Собственно, все последние стихи и песни тоже об этом.
Это движение жизни от рождения до лет семи — сгусток и формула всей следующей жизни, жизнь до школы, или до первого казенного заведения, куда определяют маленького человека — это, в моем случае, что-то вроде обители свободы, обыденного рая (когда ад показывают на краткое время и из него есть открытый выход).
Далее начинается социум и черты навязанные.
(Я отдаю себе отчет, что существуют семьи, в которых дома катастрофа, — и дети с облегчением покидают родной дом и скрываются в школу, в интернат, или им даже в поликлинике лучше, чем с родными дома. Но это не обычный случай, частый, но не обыкновенный. Это заметно по русским народным, да и по любым другим песням — всегда, уходя в солдаты (или в учебу в дальний город, или в прислугу), сын обнимает мать и отца и прощается с сердечной болью. Никого нет в песнях, сказках и былинах — кто покидает родную деревню с проклятиями и радостно бежит навстречу капралу с палкой.)
Это время — когда человек бессмертен. До того мгновения, когда он чувствует, что он, именно он однажды умрет — он бессмертен и ведет себя на земле, как создание, неприступное тлену.
И — как я читал и сам писал об этом, младенец видит ангелов рядом с собой и вдали так же, как живых — и забывает об этом, произнеся первое слово в жизни. Вполне вероятно, свыше считают, что он собирается рассказать про ангелов (хотя ребенок обычно говорит первое слово «мама», которая сама ангел-хранитель — но мало ли что?) и на всякий случай стирают из памяти увиденное.
И вот с этого часа — рассказы и стихи начинаются про человека, который только что видел ангелов и забыл об этом, и все же продолжает бессознательно помнить — и будут продолжаться:
— до первого шага в школу.
— до первого откровения о смертности.
— до первой исповеди мальчика родному отцу и отпущения им грехов (без планированной цели и назначения, без понятия, что такое церковь, исповедь и отпущение грехов, и даже без сознательной веры в Бога. Но тот, кто доверял когда-то душу свою родному отцу (маме, дедушке…) — может однажды принять веру в Бога. Путь знаком.)

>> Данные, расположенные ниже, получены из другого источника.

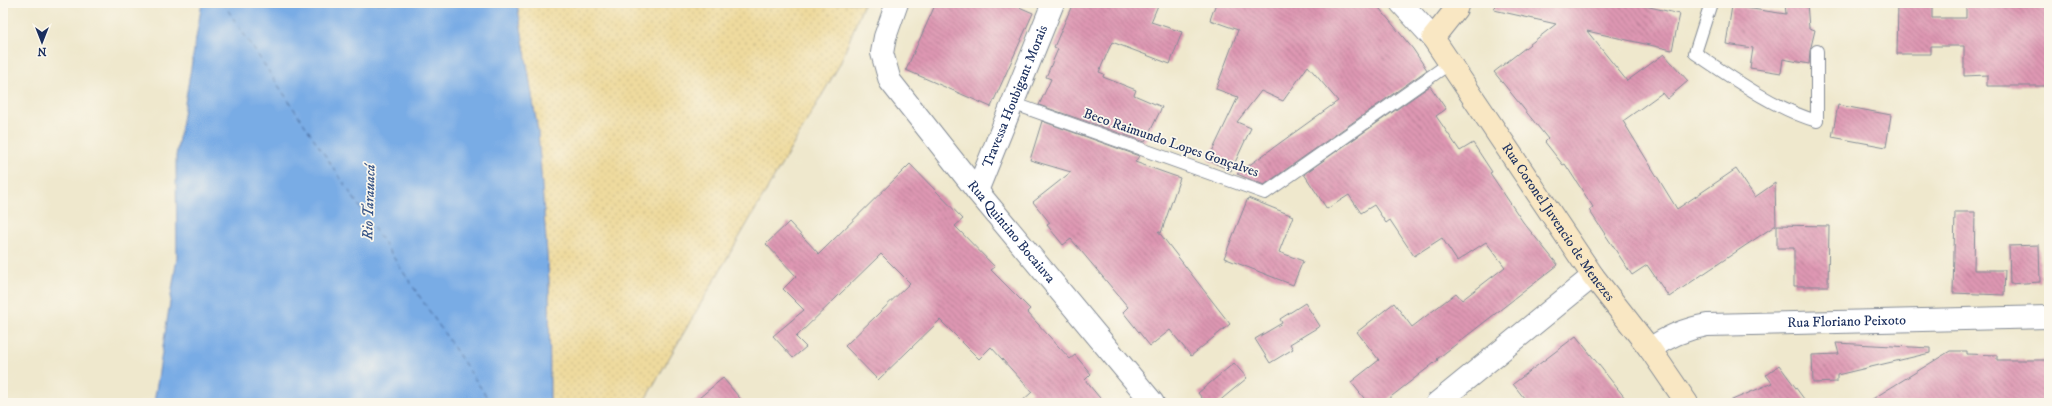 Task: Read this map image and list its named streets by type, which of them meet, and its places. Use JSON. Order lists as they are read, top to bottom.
{
  "streets": {
    "street": [
      "Travessa Houbigant Morais",
      "Rua Coronel Juvencio de Menezes",
      "Rua Quintino Bocaiuva",
      "Rua Floriano Peixoto"
    ],
    "lane": ["Beco Raimundo Lopes Gonçalves"]
  },
  "crossings": [
    ["Travessa Houbigant Morais", "Beco Raimundo Lopes Gonçalves"],
    ["Travessa Houbigant Morais", "Rua Quintino Bocaiuva"],
    ["Beco Raimundo Lopes Gonçalves", "Rua Coronel Juvencio de Menezes"],
    ["Rua Coronel Juvencio de Menezes", "Rua Floriano Peixoto"]
  ],
  "water": ["Rio Tarauacá"],
  "north": "bottom"
} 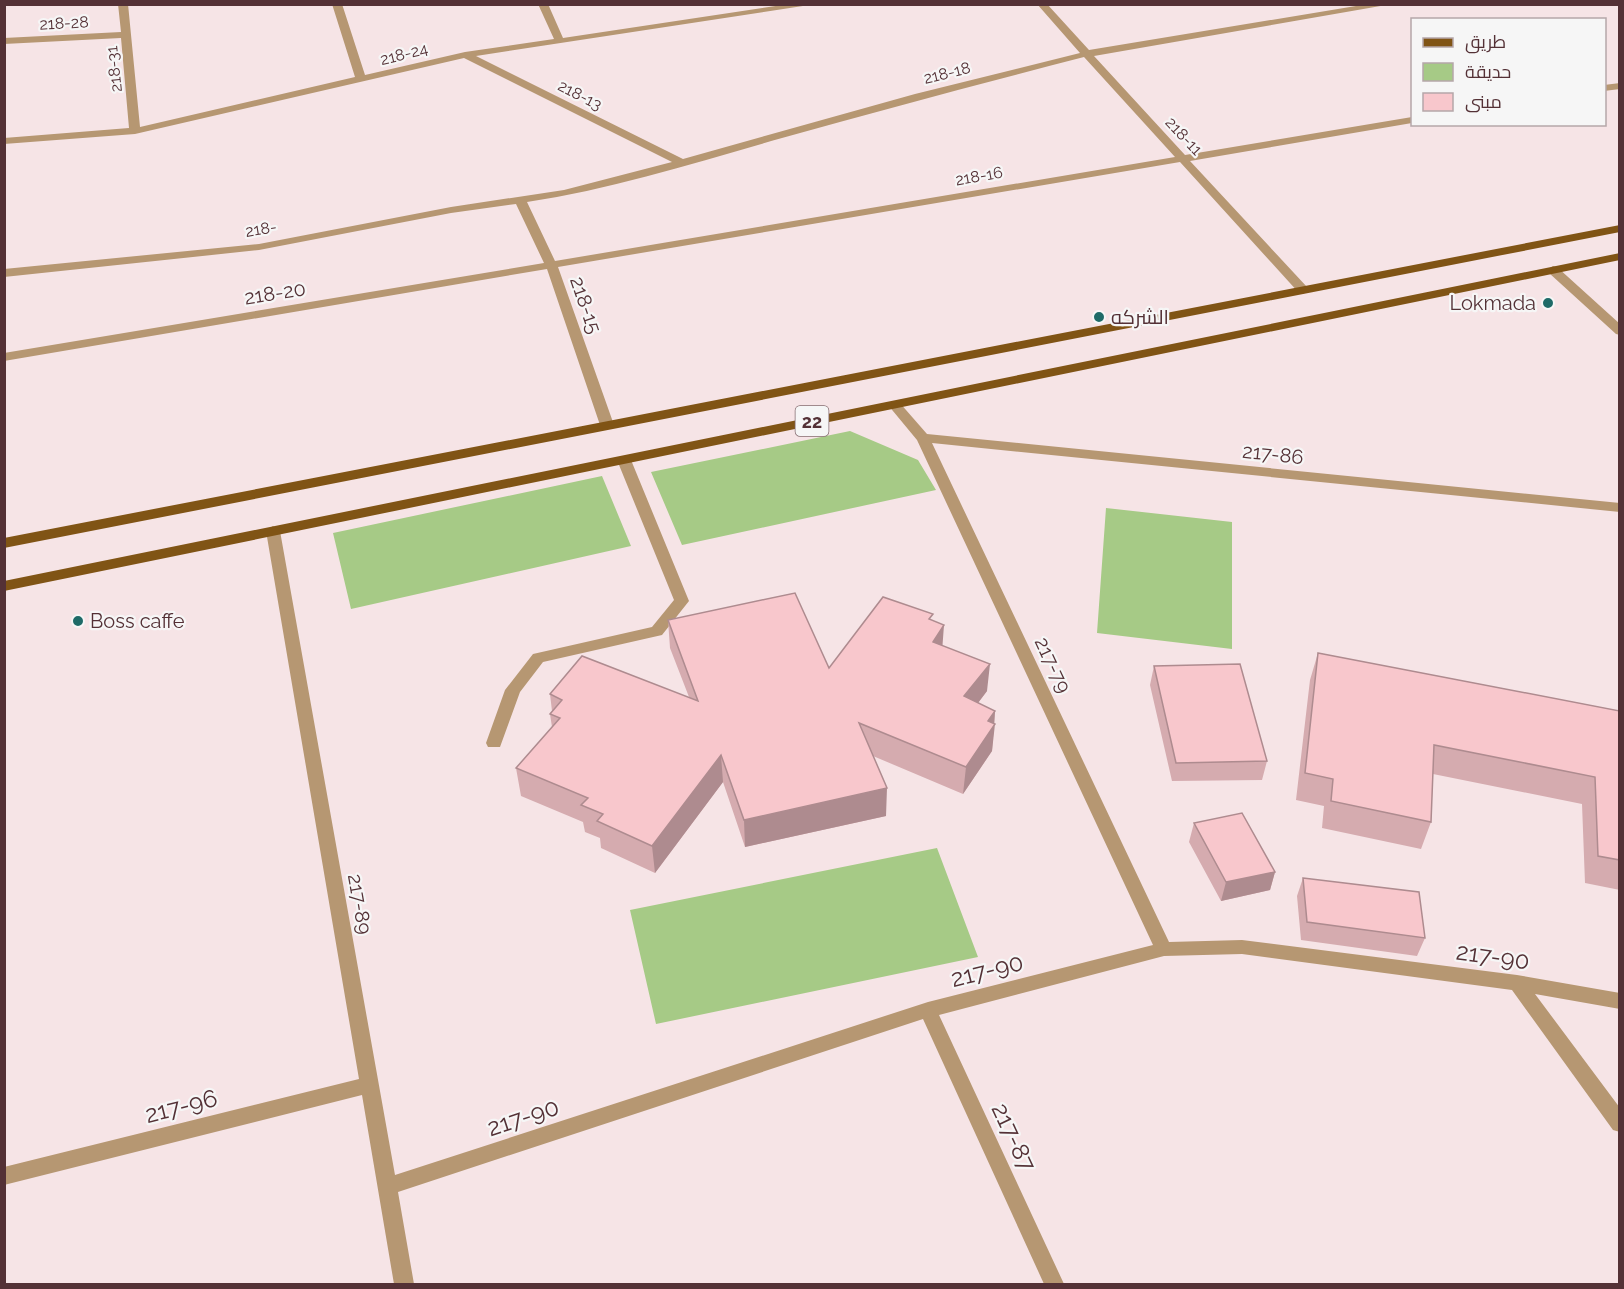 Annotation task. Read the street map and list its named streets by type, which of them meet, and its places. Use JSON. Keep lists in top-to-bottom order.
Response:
{
  "streets": {
    "main road": ["22"],
    "street": [
      "218-28",
      "218-24",
      "218-31",
      "218-18",
      "218-13",
      "218-11",
      "218-16",
      "218-",
      "218-20",
      "218-15",
      "217-86",
      "217-79",
      "217-89",
      "217-90",
      "217-96",
      "217-87"
    ]
  },
  "crossings": [
    ["218-28", "218-31"],
    ["218-24", "218-31"],
    ["218-24", "218-13"],
    ["218-18", "218-13"],
    ["218-18", "218-11"],
    ["218-18", "218-"],
    ["218-18", "218-15"],
    ["218-11", "218-16"],
    ["218-11", "22"],
    ["218-16", "218-20"],
    ["218-16", "218-15"],
    ["218-", "218-15"],
    ["218-20", "218-15"],
    ["218-15", "22"],
    ["22", "217-79"],
    ["22", "217-89"],
    ["217-86", "217-79"],
    ["217-79", "217-90"],
    ["217-89", "217-90"],
    ["217-89", "217-96"],
    ["217-90", "217-87"]
  ],
  "places": ["Lokmada", "الشركه", "Boss caffe"],
  "legend": ["طريق", "حديقة", "مبنى"]
} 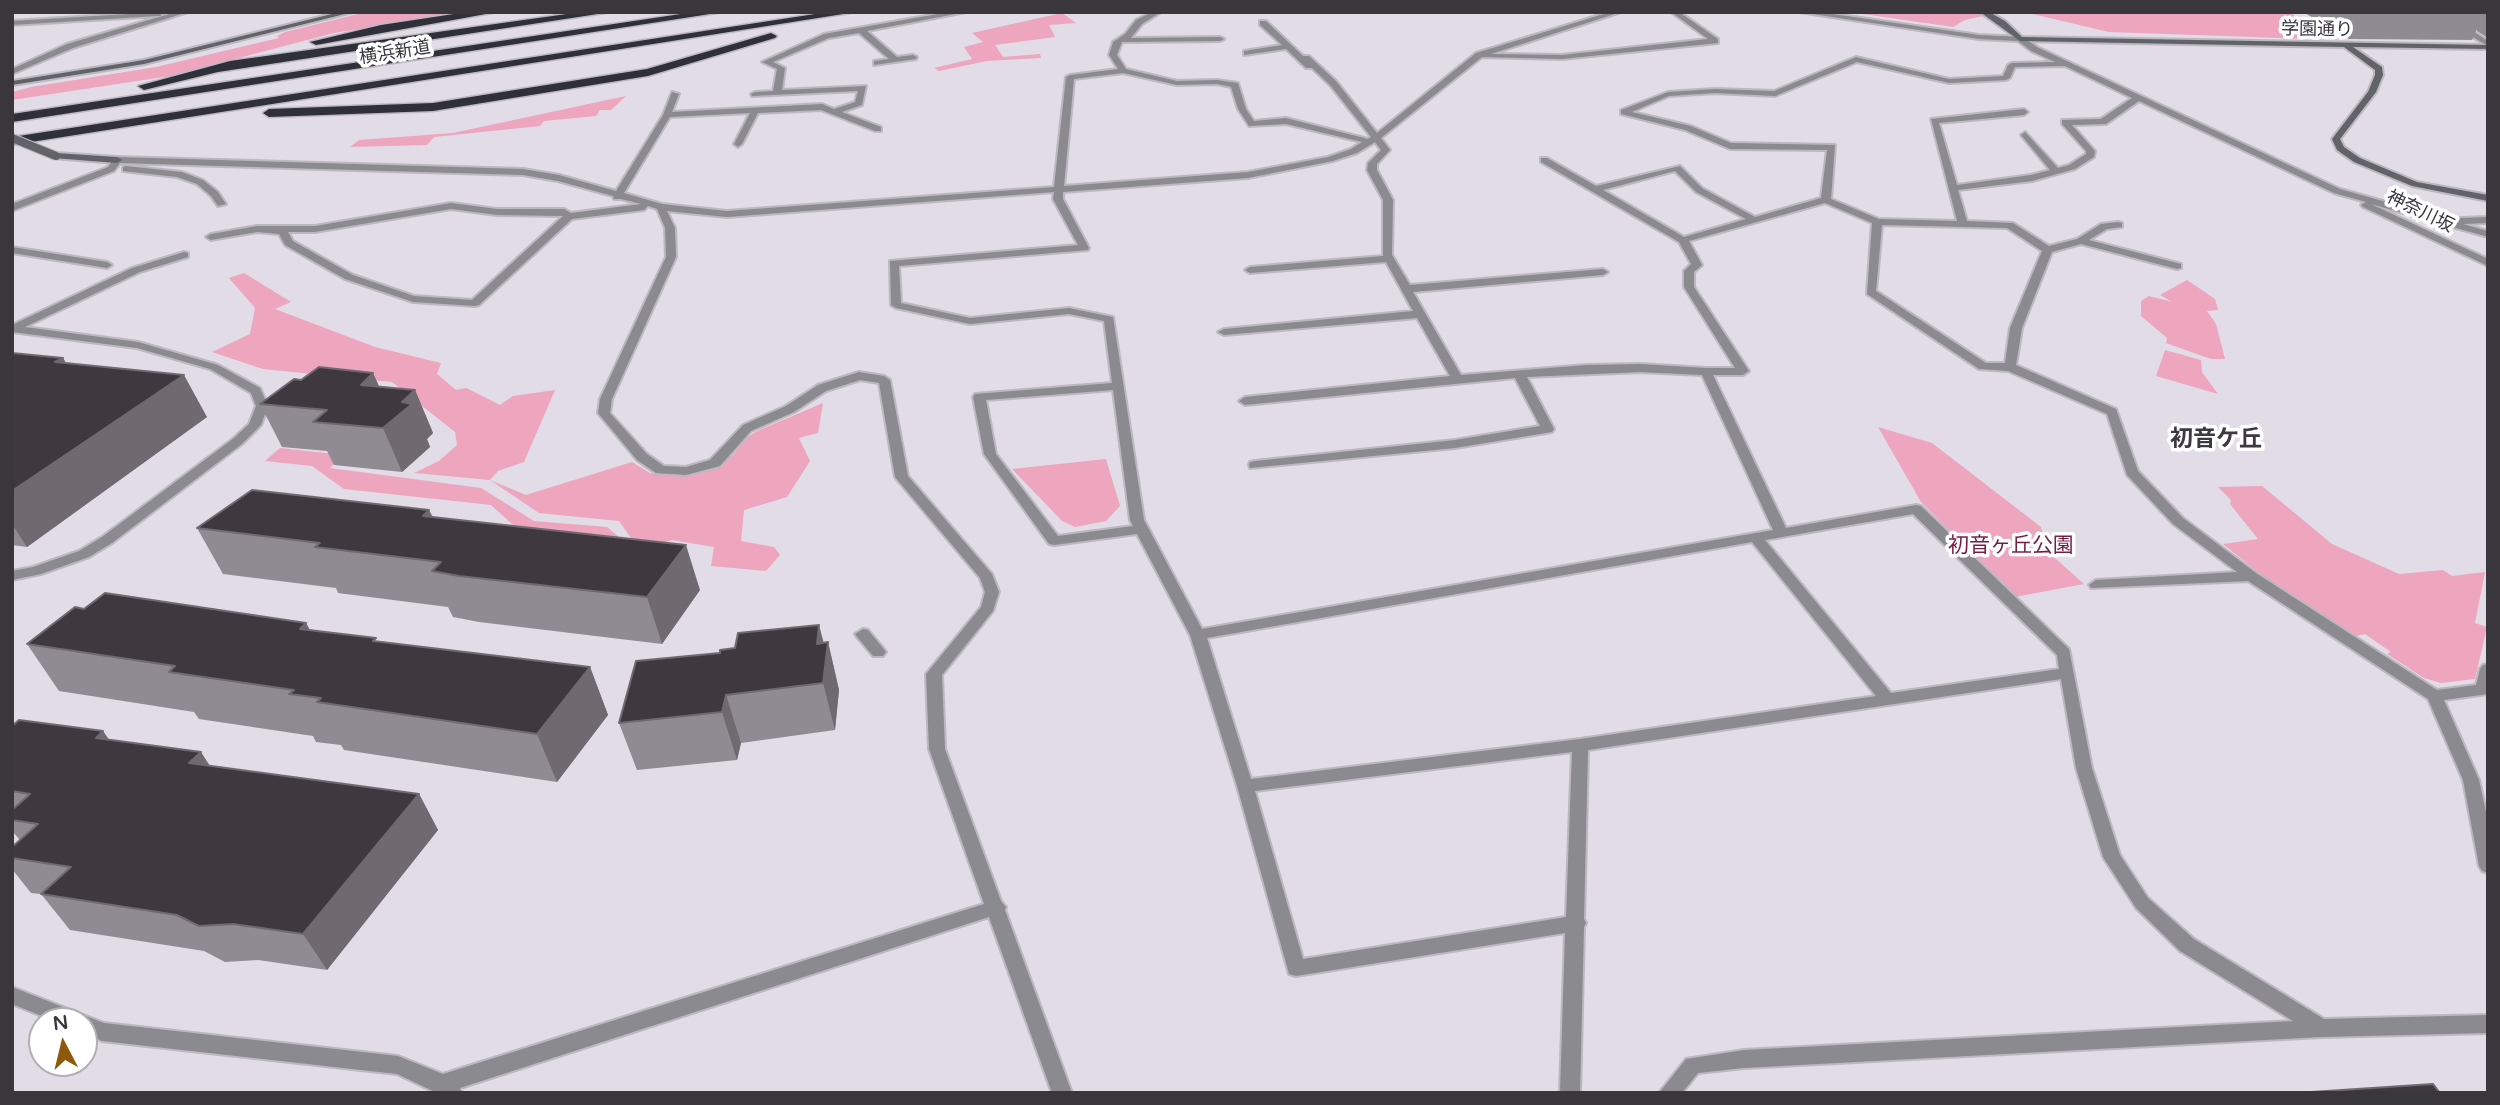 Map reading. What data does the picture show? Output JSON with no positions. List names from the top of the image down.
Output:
{
  "streets": {
    "highway": ["横浜新道"],
    "street": ["学園通り", "神奈川坂"]
  },
  "districts": ["初音ケ丘"],
  "parks": ["初音ヶ丘公園"],
  "north": "top"
}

На этом заканчивается повествование про Марьину Рощу, начинается история о летних днях за городом, а третья, последняя часть, будет о 4-м Сельскохозяйственном проезде, откуда шагнул на порог школы…
Это запах, это флоксы, это бабочка парит,
Это маленькая в небе тихом лампочка горит,
Пахнет вечером, туманом, копошением жука,
Приключенческим романом и стихами Маршака.
Все на свете вдруг впервые, неизвестно как назвать,
Все живое, все живые, все явились пировать,
Замираешь на пороге и глядишь во все глаза,
Звуки, запахи, дороги, голубая стрекоза.
Стебель прячется за стебель, свет вечерний на вещах,
На земле, как в синем небе, ходят ангелы в плащах
Из посольства дня и ночи, сны, колючие ежи,
Кто-то в сумерках стрекочет, как зовут тебя, скажи?
Говорят, что папин-мамин, и не помню, как живут
Наяву, пока в тумане спать домой не позовут,
Все живое снизу, сверху, звезды, воздух, мотылек,
В полной бочке водомерка выдувает пузырек.